## Exercise brief
Pull out every line below holding the word "radius".

## Extracted information

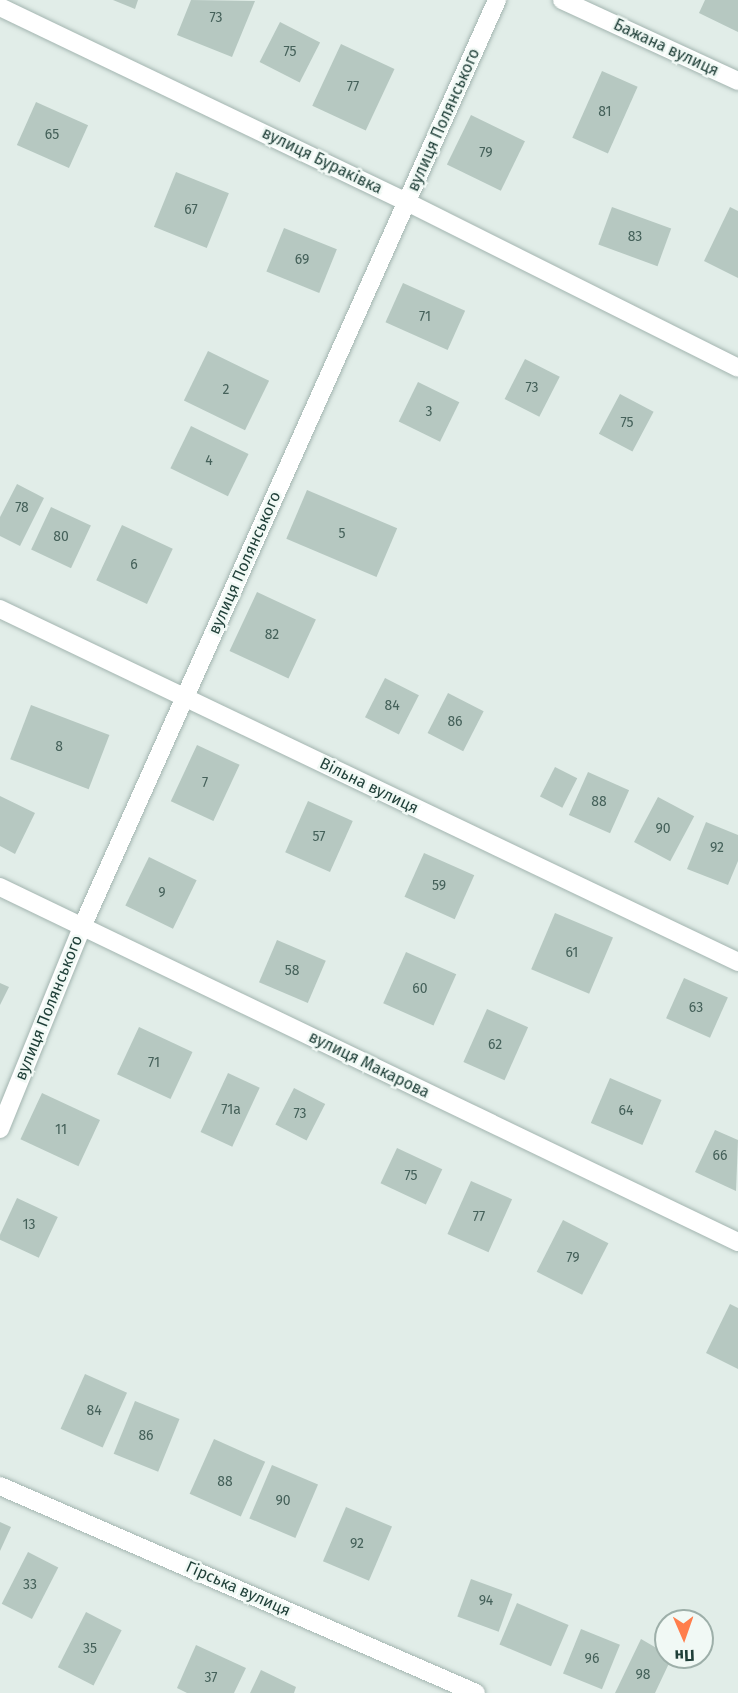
<!DOCTYPE html>
<meta charset="utf-8">
<style>
body{margin:0}
#map{position:relative;width:738px;height:1693px;overflow:hidden;background:#e1ede8;font-family:"Fira Sans",sans-serif}
div>[style]{position:absolute}
.building>*{inset:0;background:#b6c8c1;transform-origin:0 0}
.roads{filter:drop-shadow(0 0 2px #a3b5b0) drop-shadow(0 0 2px #a3b5b0)}
.street>*{height:18px;margin:-9px;padding:0 9px;transform-origin:9px;border-radius:9px;background:#fff}
span{translate:-50% -50%;white-space:nowrap;text-align:center;line-height:1.15;-webkit-text-stroke:5px #f1f9f5;paint-order:stroke}
.number-label{font-size:14px;color:#45615a}
.number-label span{-webkit-text-stroke-width:0}
.street-label{font-size:16px;color:#1f3f38}
.north{position:absolute;left:654px;top:1609px;width:60px;height:60px;box-sizing:border-box;background:#f1f9f5;border:2px solid #9dafa9;border-radius:50%;rotate:178deg;font-size:16px;font-weight:700;line-height:24px;text-align:center;color:#1f3f38}
.north::after{content:'';display:block;margin:auto;width:21px;height:27px;background:#ff7e4c;clip-path:polygon(50% 0,100% 100%,50% 72%,0 100%)}
</style>
<div id="map">
<div class="building">
<div style="clip-path:polygon(113px 0,138px 0,135px 9px)"></div>
<div style="clip-path:polygon(191px 0,255px 1px,232px 57px,177px 35px)"></div>
<div style="clip-path:polygon(705px 0,738px 0,738px 32px,699px 13px)"></div>
<div style="left:280px;top:22px;width:45px;height:45px;rotate:27deg"></div>
<div style="left:341px;top:44px;width:59px;height:68px;rotate:25deg"></div>
<div style="left:602px;top:71px;width:39px;height:73px;rotate:24deg"></div>
<div style="left:36px;top:102px;width:57px;height:47px;rotate:24deg"></div>
<div style="left:471px;top:115px;width:60px;height:55px;rotate:26deg"></div>
<div style="left:176px;top:172px;width:57px;height:59px;rotate:22deg"></div>
<div style="left:612px;top:207px;width:63px;height:40px;rotate:20deg"></div>
<div style="clip-path:polygon(730px 207px,738px 211px,738px 278px,704px 261px)"></div>
<div style="left:284px;top:228px;width:57px;height:47px;rotate:22deg"></div>
<div style="left:403px;top:283px;width:68px;height:43px;rotate:24deg"></div>
<div style="left:208px;top:351px;width:68px;height:55px;rotate:26deg"></div>
<div style="left:525px;top:359px;width:39px;height:45px;rotate:27deg"></div>
<div style="left:418px;top:382px;width:46px;height:44px;rotate:26deg"></div>
<div style="left:620px;top:394px;width:38px;height:45px;rotate:28deg"></div>
<div style="left:191px;top:426px;width:64px;height:47px;rotate:26deg"></div>
<div style="clip-path:polygon(17px 484px,44px 498px,20px 546px,0 536px,0 517px)"></div>
<div style="left:307px;top:490px;width:98px;height:53px;rotate:23deg"></div>
<div style="left:51px;top:507px;width:44px;height:47px;rotate:25deg"></div>
<div style="left:122px;top:525px;width:56px;height:61px;rotate:25deg"></div>
<div style="left:257px;top:592px;width:65px;height:65px;rotate:25deg"></div>
<div style="left:385px;top:678px;width:38px;height:44px;rotate:27deg"></div>
<div style="left:448px;top:693px;width:40px;height:45px;rotate:27deg"></div>
<div style="left:31px;top:705px;width:84px;height:58px;rotate:21deg"></div>
<div style="left:197px;top:745px;width:47px;height:62px;rotate:25deg"></div>
<div style="left:555px;top:767px;width:25px;height:33px;rotate:27deg"></div>
<div style="left:588px;top:772px;width:45px;height:47px;rotate:24deg"></div>
<div style="clip-path:polygon(0 796px,35px 813px,15px 854px,0 846px)"></div>
<div style="left:658px;top:797px;width:41px;height:51px;rotate:28deg"></div>
<div style="left:308px;top:801px;width:49px;height:56px;rotate:24deg"></div>
<div style="clip-path:polygon(706px 822px,738px 835px,738px 861px,728px 885px,687px 869px)"></div>
<div style="left:424px;top:853px;width:55px;height:48px;rotate:24deg"></div>
<div style="left:149px;top:857px;width:53px;height:54px;rotate:26deg"></div>
<div style="left:555px;top:913px;width:63px;height:61px;rotate:23deg"></div>
<div style="left:277px;top:940px;width:53px;height:46px;rotate:23deg"></div>
<div style="left:406px;top:952px;width:55px;height:56px;rotate:24deg"></div>
<div style="left:684px;top:978px;width:48px;height:44px;rotate:24deg"></div>
<div style="clip-path:polygon(0 983px,9px 987px,0 1005px)"></div>
<div style="left:487px;top:1009px;width:45px;height:58px;rotate:24deg"></div>
<div style="left:139px;top:1027px;width:59px;height:52px;rotate:25deg"></div>
<div style="left:228px;top:1073px;width:35px;height:65px;rotate:25deg"></div>
<div style="left:610px;top:1078px;width:56px;height:49px;rotate:23deg"></div>
<div style="left:294px;top:1088px;width:35px;height:41px;rotate:27deg"></div>
<div style="left:42px;top:1093px;width:64px;height:51px;rotate:25deg"></div>
<div style="clip-path:polygon(715px 1130px,738px 1140px,736px 1191px,695px 1172px)"></div>
<div style="left:397px;top:1148px;width:50px;height:39px;rotate:25deg"></div>
<div style="left:471px;top:1181px;width:45px;height:58px;rotate:24deg"></div>
<div style="left:17px;top:1198px;width:45px;height:45px;rotate:25deg"></div>
<div style="left:563px;top:1220px;width:51px;height:58px;rotate:27deg"></div>
<div style="clip-path:polygon(730px 1304px,738px 1308px,738px 1369px,706px 1353px)"></div>
<div style="left:85px;top:1374px;width:46px;height:60px;rotate:24deg"></div>
<div style="left:135px;top:1401px;width:48px;height:57px;rotate:22deg"></div>
<div style="left:214px;top:1439px;width:56px;height:60px;rotate:24deg"></div>
<div style="left:272px;top:1465px;width:50px;height:58px;rotate:23deg"></div>
<div style="left:346px;top:1507px;width:50px;height:59px;rotate:23deg"></div>
<div style="clip-path:polygon(0 1522px,11px 1527px,0 1551px)"></div>
<div style="left:28px;top:1552px;width:34px;height:58px;rotate:27deg"></div>
<div style="left:471px;top:1579px;width:44px;height:40px;rotate:20deg"></div>
<div style="left:517px;top:1603px;width:56px;height:45px;rotate:23deg"></div>
<div style="left:86px;top:1612px;width:40px;height:62px;rotate:27deg"></div>
<div style="left:581px;top:1629px;width:42px;height:48px;rotate:22deg"></div>
<div style="clip-path:polygon(641px 1639px,672px 1657px,655px 1693px,615px 1693px)"></div>
<div style="clip-path:polygon(196px 1645px,246px 1668px,234px 1693px,187px 1693px,177px 1688px)"></div>
<div style="clip-path:polygon(261px 1670px,296px 1687px,294px 1693px,250px 1693px)"></div>
</div>
<div class="roads">
<div class="street">
<div style="left:562px;top:0;width:194px;rotate:24.7deg"></div>
<div style="left:0;top:7px;width:451px;rotate:25.6deg"></div>
<div style="left:407px;top:202px;width:370px;rotate:26.6deg"></div>
<div style="left:0;top:609px;width:818px;rotate:25.56deg"></div>
<div style="left:0;top:887px;width:819px;rotate:25.69deg"></div>
<div style="left:0;top:1129px;width:218px;rotate:-67.9deg"></div>
<div style="left:82px;top:927px;width:1016px;rotate:-65.88deg"></div>
<div style="left:0;top:1486px;width:519px;rotate:23.5deg"></div>
</div>
</div>
<div class="number-label">
<span style="left:216px;top:18px">73</span>
<span style="left:290px;top:52px">75</span>
<span style="left:353px;top:87px">77</span>
<span style="left:605px;top:112px">81</span>
<span style="left:52px;top:135px">65</span>
<span style="left:486px;top:153px">79</span>
<span style="left:191px;top:210px">67</span>
<span style="left:635px;top:237px">83</span>
<span style="left:302px;top:260px">69</span>
<span style="left:425px;top:317px">71</span>
<span style="left:532px;top:388px">73</span>
<span style="left:226px;top:390px">2</span>
<span style="left:429px;top:412px">3</span>
<span style="left:627px;top:423px">75</span>
<span style="left:209px;top:461px">4</span>
<span style="left:22px;top:508px">78</span>
<span style="left:342px;top:534px">5</span>
<span style="left:61px;top:537px">80</span>
<span style="left:134px;top:565px">6</span>
<span style="left:272px;top:635px">82</span>
<span style="left:392px;top:706px">84</span>
<span style="left:455px;top:722px">86</span>
<span style="left:59px;top:747px">8</span>
<span style="left:205px;top:783px">7</span>
<span style="left:599px;top:802px">88</span>
<span style="left:663px;top:829px">90</span>
<span style="left:319px;top:837px">57</span>
<span style="left:717px;top:848px">92</span>
<span style="left:439px;top:886px">59</span>
<span style="left:162px;top:893px">9</span>
<span style="left:572px;top:953px">61</span>
<span style="left:292px;top:971px">58</span>
<span style="left:420px;top:989px">60</span>
<span style="left:696px;top:1008px">63</span>
<span style="left:495px;top:1045px">62</span>
<span style="left:154px;top:1063px">71</span>
<span style="left:231px;top:1110px">71а</span>
<span style="left:626px;top:1111px">64</span>
<span style="left:300px;top:1114px">73</span>
<span style="left:61px;top:1130px">11</span>
<span style="left:720px;top:1156px">66</span>
<span style="left:411px;top:1176px">75</span>
<span style="left:479px;top:1217px">77</span>
<span style="left:29px;top:1225px">13</span>
<span style="left:573px;top:1258px">79</span>
<span style="left:94px;top:1411px">84</span>
<span style="left:146px;top:1436px">86</span>
<span style="left:225px;top:1482px">88</span>
<span style="left:283px;top:1501px">90</span>
<span style="left:357px;top:1544px">92</span>
<span style="left:30px;top:1585px">33</span>
<span style="left:486px;top:1601px">94</span>
<span style="left:90px;top:1649px">35</span>
<span style="left:592px;top:1659px">96</span>
<span style="left:643px;top:1675px">98</span>
<span style="left:211px;top:1678px">37</span>
</div>
<div class="street-label">
<span style="left:666px;top:48px;rotate:25deg">Бажана вулиця</span>
<span style="left:444px;top:120px;rotate:-66deg">вулиця Полянського</span>
<span style="left:322px;top:161px;rotate:26deg">вулиця Бураківка</span>
<span style="left:245px;top:563px;rotate:-66deg">вулиця Полянського</span>
<span style="left:369px;top:786px;rotate:26deg">Вільна вулиця</span>
<span style="left:49px;top:1008px;rotate:-68deg">вулиця Полянського</span>
<span style="left:369px;top:1065px;rotate:26deg">вулиця Макарова</span>
<span style="left:238px;top:1589px;rotate:24deg">Гірська вулиця</span>
</div>
<div class="north">Пн</div>
</div>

## Answer box
.street>*{height:18px;margin:-9px;padding:0 9px;transform-origin:9px;border-radius:9px;background:#fff}
.north{position:absolute;left:654px;top:1609px;width:60px;height:60px;box-sizing:border-box;background:#f1f9f5;border:2px solid #9dafa9;border-radius:50%;rotate:178deg;font-size:16px;font-weight:700;line-height:24px;text-align:center;color:#1f3f38}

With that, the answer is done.